An article in today's USA Today reports that food costs in May had increased 3.9% from the prior year. This is 1% more than inflation in general. Part of this increase, apparently, is driven by the diversion of corn to the production of ethanol which can be mixed with traditional gasoline to reduce the need for refined oil.
The reasons for the high gasoline prices we are currently experiencing are complex. Aside from the world petroleum supply per se, a major limiting factor in the U.S. gasoline supply is refining capacity. That is, buying more crude oil on the world market is not going to do a whole lot of good if it cannot be refined. Although many U.S. refineries have undergone expansion, apparently, one one new refinery has been constructed in the U.S. since the 1970s. Since refineries raise major environmental concerns, government approval to build new ones appears to be difficult, if not essentially impossible, to obtain. Can we import refined oil? Some countries may not feel they can "afford the luxury" of environmental protection, but I imagine that carrying refined gasoline in tankers may be a dangerous undertaking.
Although ethanol maintains some of the air quality concerns associated with gasoline, it at least does not have to be refined. "Stretching" the gasoline supply by adding ethanol, then, offers a way to expand the fuel supply in the face of limited refining capacity. "Diverting" corn from food and agricultural markets, however, significantly increases the demand for corn, increasing corn prices. Increased corn prices, in turn, "cascade" into the food market as a whole.

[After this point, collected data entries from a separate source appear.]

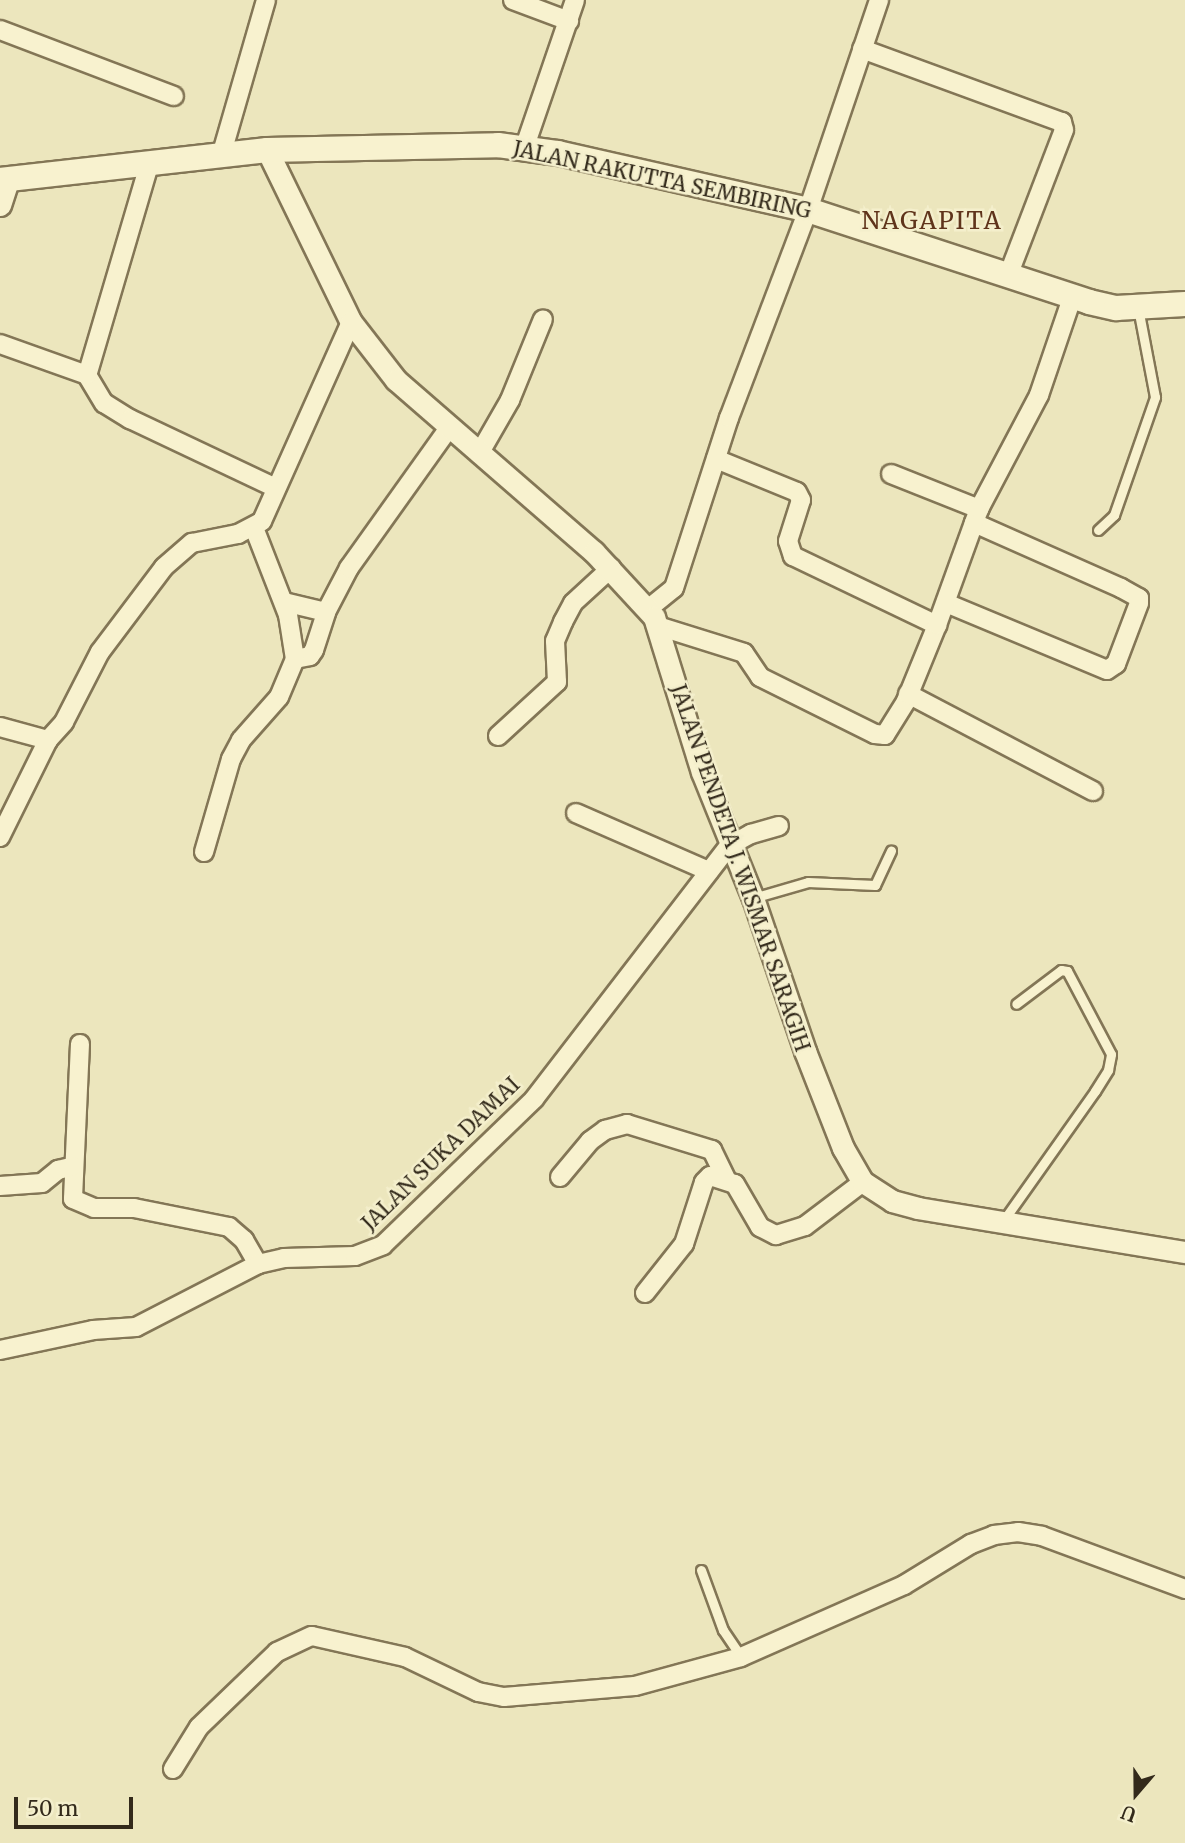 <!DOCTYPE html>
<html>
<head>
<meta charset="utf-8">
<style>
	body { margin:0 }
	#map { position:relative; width:1185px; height:1843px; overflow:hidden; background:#ece6bd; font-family:Merriweather,serif }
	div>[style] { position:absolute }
	.roads { filter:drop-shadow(2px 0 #837656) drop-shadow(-2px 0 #837656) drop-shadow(0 2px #837656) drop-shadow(0 -2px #837656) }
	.service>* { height:9px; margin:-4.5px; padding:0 4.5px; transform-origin:4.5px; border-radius:4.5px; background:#f8f2cf }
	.minor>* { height:18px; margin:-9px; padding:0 9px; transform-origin:9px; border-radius:9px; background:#f8f2cf }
	.tertiary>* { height:21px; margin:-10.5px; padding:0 10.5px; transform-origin:10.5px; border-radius:10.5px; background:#f8f2cf }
	.secondary>* { height:24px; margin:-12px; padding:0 12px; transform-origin:12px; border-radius:12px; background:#f8f2cf }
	span { translate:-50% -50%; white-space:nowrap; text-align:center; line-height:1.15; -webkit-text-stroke:5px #f4efcc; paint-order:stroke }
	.street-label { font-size:21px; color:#332a1b }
	.quarter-label { font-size:24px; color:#5f341b; letter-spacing:2px }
	.north { position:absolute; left:1101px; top:1759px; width:70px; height:70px; -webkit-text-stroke:5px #f4efcc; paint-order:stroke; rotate:200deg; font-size:19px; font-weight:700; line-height:28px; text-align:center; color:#332a1b }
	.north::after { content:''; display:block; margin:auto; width:24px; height:32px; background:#332a1b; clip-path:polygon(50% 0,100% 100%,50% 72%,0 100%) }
	.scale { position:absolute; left:14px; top:1797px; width:119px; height:32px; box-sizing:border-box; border:4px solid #332a1b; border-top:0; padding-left:9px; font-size:21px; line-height:24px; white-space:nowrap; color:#332a1b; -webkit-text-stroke:5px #f4efcc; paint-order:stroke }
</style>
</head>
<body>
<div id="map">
	<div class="roads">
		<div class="service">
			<div style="left:1098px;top:530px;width:22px;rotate:-43deg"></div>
			<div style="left:1114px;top:515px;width:125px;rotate:-70.8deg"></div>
			<div style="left:1155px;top:397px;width:91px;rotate:-100.8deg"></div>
			<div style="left:753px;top:898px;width:57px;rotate:-16.2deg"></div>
			<div style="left:808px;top:882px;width:67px;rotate:2.6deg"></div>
			<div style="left:875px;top:885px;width:38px;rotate:-65deg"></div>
			<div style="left:1003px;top:1221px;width:159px;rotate:-54.7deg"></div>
			<div style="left:1095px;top:1091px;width:25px;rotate:-58deg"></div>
			<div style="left:1108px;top:1070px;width:16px;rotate:-79deg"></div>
			<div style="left:1111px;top:1054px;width:94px;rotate:-117.9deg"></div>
			<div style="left:1067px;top:971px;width:6px;rotate:-171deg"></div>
			<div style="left:1061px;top:970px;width:56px;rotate:142.9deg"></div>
			<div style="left:701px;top:1570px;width:64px;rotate:69.9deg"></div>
			<div style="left:723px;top:1630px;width:32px;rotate:56deg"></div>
		</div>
		<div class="minor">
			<div style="left:513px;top:0;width:60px;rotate:20.6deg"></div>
			<div style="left:0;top:30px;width:186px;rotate:20.8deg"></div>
			<div style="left:862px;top:49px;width:213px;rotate:20.1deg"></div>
			<div style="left:1062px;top:122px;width:8px;rotate:76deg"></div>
			<div style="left:1064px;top:130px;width:156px;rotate:111deg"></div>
			<div style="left:524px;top:149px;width:157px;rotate:-71.1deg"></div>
			<div style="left:221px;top:156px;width:162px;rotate:-73.9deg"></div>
			<div style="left:149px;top:165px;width:219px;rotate:106.4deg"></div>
			<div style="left:87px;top:375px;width:33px;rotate:59deg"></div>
			<div style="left:104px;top:403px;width:31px;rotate:32deg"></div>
			<div style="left:130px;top:419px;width:159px;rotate:25.3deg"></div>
			<div style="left:0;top:344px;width:92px;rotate:19.6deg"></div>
			<div style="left:479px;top:454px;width:62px;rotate:-60.1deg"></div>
			<div style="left:510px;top:400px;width:87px;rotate:-67.8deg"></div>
			<div style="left:716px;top:459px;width:87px;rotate:22.2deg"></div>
			<div style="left:797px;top:492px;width:9px;rotate:63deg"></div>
			<div style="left:801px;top:500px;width:43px;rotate:107.6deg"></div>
			<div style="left:788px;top:541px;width:16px;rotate:72deg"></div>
			<div style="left:793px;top:556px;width:160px;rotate:25.6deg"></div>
			<div style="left:891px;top:474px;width:95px;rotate:21.7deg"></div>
			<div style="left:284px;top:602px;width:43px;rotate:13.4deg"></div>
			<div style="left:946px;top:603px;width:174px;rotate:22.6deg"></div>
			<div style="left:1107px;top:670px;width:11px;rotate:-34deg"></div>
			<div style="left:1116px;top:664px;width:65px;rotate:-69.3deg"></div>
			<div style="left:1139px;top:603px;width:5px;rotate:-90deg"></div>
			<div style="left:1139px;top:598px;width:21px;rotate:-151deg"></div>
			<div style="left:1121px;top:588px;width:161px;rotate:-156.1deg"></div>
			<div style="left:648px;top:609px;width:33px;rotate:-39deg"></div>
			<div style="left:674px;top:588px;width:179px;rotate:-72.1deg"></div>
			<div style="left:729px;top:418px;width:222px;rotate:-69.2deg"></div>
			<div style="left:808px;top:210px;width:222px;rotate:-71.3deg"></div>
			<div style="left:658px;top:626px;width:90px;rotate:17.4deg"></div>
			<div style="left:744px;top:653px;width:29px;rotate:56deg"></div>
			<div style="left:760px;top:677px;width:128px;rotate:26.4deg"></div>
			<div style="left:875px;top:734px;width:10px;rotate:6deg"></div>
			<div style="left:885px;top:735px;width:40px;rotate:-58deg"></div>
			<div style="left:906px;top:701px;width:82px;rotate:-67.8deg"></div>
			<div style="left:937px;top:625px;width:123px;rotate:-70.1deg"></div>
			<div style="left:979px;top:509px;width:129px;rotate:-62.2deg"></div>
			<div style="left:1039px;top:395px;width:102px;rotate:-71.2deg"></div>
			<div style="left:295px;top:659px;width:15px;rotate:-11deg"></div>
			<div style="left:310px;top:656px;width:7px;rotate:-56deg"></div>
			<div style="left:314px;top:650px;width:40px;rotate:-72deg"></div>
			<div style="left:326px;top:612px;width:50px;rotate:-62.4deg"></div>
			<div style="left:349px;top:568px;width:171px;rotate:-54.5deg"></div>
			<div style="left:908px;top:694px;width:209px;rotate:27.7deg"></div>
			<div style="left:0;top:727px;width:50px;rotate:15.2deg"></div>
			<div style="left:498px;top:736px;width:80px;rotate:-42.5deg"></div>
			<div style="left:557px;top:682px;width:41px;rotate:-92.8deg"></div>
			<div style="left:555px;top:641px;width:21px;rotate:-67deg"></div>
			<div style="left:563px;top:622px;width:21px;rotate:-62deg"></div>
			<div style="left:573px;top:603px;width:52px;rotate:-42.6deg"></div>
			<div style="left:576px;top:813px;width:145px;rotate:23.6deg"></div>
			<div style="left:0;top:837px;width:108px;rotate:-63.7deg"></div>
			<div style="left:48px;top:740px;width:24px;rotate:-48deg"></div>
			<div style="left:64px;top:722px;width:79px;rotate:-62.8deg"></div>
			<div style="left:100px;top:652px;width:106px;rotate:-53deg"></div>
			<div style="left:164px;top:567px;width:37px;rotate:-41deg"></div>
			<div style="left:192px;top:543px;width:47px;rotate:-11.1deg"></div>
			<div style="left:238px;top:534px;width:27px;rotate:-28deg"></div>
			<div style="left:262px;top:521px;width:218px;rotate:-65.9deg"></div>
			<div style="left:204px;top:852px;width:97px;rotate:-73.8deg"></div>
			<div style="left:231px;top:759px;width:21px;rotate:-62deg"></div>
			<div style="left:241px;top:740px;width:57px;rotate:-48.5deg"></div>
			<div style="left:279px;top:697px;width:41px;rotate:-67.2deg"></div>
			<div style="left:295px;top:659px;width:45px;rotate:-99deg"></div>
			<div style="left:288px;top:615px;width:93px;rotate:-111.3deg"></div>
			<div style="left:80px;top:1044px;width:155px;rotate:92.6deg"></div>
			<div style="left:73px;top:1199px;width:23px;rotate:23deg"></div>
			<div style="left:94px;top:1208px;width:40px"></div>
			<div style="left:134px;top:1208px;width:97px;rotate:11.3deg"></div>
			<div style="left:229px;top:1227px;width:20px;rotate:41deg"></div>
			<div style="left:244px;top:1240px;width:28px;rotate:60deg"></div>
			<div style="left:560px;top:1177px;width:47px;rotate:-50.2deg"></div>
			<div style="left:590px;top:1141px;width:19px;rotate:-36deg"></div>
			<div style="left:605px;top:1130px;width:23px;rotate:-15deg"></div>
			<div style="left:627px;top:1124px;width:89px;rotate:17deg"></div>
			<div style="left:712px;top:1150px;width:32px;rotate:64deg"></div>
			<div style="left:0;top:1186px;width:42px;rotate:-4.1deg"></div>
			<div style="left:42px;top:1183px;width:21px;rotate:-39deg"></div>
			<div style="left:58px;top:1170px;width:16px;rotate:-14deg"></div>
			<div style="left:645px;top:1293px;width:63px;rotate:-51.5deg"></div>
			<div style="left:684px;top:1244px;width:65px;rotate:-72.1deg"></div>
			<div style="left:704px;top:1182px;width:8px;rotate:-45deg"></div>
			<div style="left:710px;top:1176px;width:26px;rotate:18deg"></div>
			<div style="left:735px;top:1184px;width:50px;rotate:59.8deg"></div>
			<div style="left:760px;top:1227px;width:18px;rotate:27deg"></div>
			<div style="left:776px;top:1235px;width:30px;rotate:-17deg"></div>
			<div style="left:805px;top:1226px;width:73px;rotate:-37.2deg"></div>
			<div style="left:0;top:1350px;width:95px;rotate:-12.1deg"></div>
			<div style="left:93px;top:1330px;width:43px;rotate:-4deg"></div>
			<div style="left:136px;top:1327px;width:137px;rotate:-27.3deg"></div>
			<div style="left:258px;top:1264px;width:27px;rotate:-13deg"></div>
			<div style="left:284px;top:1258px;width:71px;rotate:-1.6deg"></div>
			<div style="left:355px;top:1256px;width:30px;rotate:-21deg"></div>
			<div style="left:383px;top:1245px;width:210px;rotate:-44deg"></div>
			<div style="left:534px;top:1099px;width:319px;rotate:-52.4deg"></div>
			<div style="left:729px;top:846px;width:25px;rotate:-29deg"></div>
			<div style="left:751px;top:834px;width:29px;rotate:-16deg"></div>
			<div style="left:173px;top:1769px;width:49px;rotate:-58.2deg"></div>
			<div style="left:199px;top:1727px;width:108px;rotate:-43.9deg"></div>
			<div style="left:277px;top:1652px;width:38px;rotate:-25deg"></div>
			<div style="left:312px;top:1636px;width:95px;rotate:12.7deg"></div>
			<div style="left:405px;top:1657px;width:81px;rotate:25.6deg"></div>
			<div style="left:478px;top:1692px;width:26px;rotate:11deg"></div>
			<div style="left:504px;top:1697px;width:131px;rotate:-4.8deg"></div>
			<div style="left:635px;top:1686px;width:110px;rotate:-15.3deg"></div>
			<div style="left:741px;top:1657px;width:178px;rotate:-23.8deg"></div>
			<div style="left:904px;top:1585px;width:79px;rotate:-31.5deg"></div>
			<div style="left:971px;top:1544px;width:25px;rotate:-21deg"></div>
			<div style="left:994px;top:1535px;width:24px;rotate:-7deg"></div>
			<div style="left:1018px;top:1532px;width:24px;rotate:9deg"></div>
			<div style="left:1042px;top:1536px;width:153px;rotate:20.3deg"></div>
		</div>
		<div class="tertiary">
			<div style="left:267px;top:150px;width:191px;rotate:64deg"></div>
			<div style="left:351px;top:322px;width:73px;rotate:52.2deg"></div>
			<div style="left:396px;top:380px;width:262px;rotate:41deg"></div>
			<div style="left:594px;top:552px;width:88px;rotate:47.3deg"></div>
			<div style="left:654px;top:617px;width:162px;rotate:72.8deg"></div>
			<div style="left:702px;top:772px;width:136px;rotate:68deg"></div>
			<div style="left:753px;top:898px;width:162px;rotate:71.2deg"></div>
			<div style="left:805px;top:1051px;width:104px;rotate:68.6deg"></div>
			<div style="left:843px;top:1148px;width:39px;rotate:60deg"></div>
			<div style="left:863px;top:1182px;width:35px;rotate:33deg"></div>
			<div style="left:892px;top:1201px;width:27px;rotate:15deg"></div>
			<div style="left:918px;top:1208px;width:271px;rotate:9.4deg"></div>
			<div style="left:0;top:205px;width:25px;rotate:-72deg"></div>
		</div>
		<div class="secondary">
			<div style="left:0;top:180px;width:269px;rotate:-6.4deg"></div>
			<div style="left:267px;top:150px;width:231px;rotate:-1.2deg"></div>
			<div style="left:498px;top:145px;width:61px;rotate:7.6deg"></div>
			<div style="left:558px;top:153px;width:256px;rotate:12.8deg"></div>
			<div style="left:808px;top:210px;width:296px;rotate:18.1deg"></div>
			<div style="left:1089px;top:302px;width:28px;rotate:13deg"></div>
			<div style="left:1116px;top:308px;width:69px;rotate:-3.3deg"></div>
		</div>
	</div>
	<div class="street-label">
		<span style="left:662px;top:180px;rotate:12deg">JALAN RAKUTTA SEMBIRING</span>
		<span style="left:740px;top:868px;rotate:71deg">JALAN PENDETA J. WISMAR SARAGIH</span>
		<span style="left:441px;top:1154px;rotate:-44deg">JALAN SUKA DAMAI</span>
	</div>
	<div class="quarter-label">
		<span style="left:932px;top:221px">NAGAPITA</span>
	</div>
	<div class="north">U</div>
	<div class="scale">50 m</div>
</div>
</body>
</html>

One might object that Americans, for the most part, do not eat that much corn. Even if corn prices increased 50%, if the average family only buys one can every three weeks and four cobs per month, this shouldn't be a big deal. But that is not how most corn is consumed. Sodas, and many foods, are often sweetened with corn syrup. Depending on the immediate relative prices of sugar cane and corn, bottlers may switch back and forth. If the price of corn goes up, then, the price of sugar cane will, too. Corn is also fed a great deal to pigs (explaning why so many are raised in states like Iowa). This would cause the price of pork to increase. But the bad news is that even if you do not eat pork, this will also cause the price of substitutes such as beef and chicken to increase as well. And it gets worse. If the price of corn increases, it may be more economical for farmers, under some circumstances, to substitute grain for some of the corn they may have fed the pigs. Grain, as a substitute for corn, then, would face a higher demand, causing increasing prices both to bakers who buy wheat and to cattle ranches feeding corn.
With both gas and food prices rising, less money is available for consumers to spend on other purchases. In terms of food, it is often possible to switch to less expensive foods--e.g., eating more chicken instead of beef--but reducing the overall quantity of food bought is more difficult. Cutting down on gasoline usage in the short run is difficult, too, given limited public transportation options in many U.S. areas and the reluctance of many Americans to car pool. Higher prices paid for food and gas, then, leave less money to spend on thigns that can more easily be eliminated. Discount retailers such as Wal-Mart are apparently feeling this impact strongly as many consumers reduce their purchases.
When we talk about supply and demand, it is important to recognize that consumers to not respond in unison. Certain consumers may be rather insensitive while others, facing severe budget constraints, will tend to respond quite severely.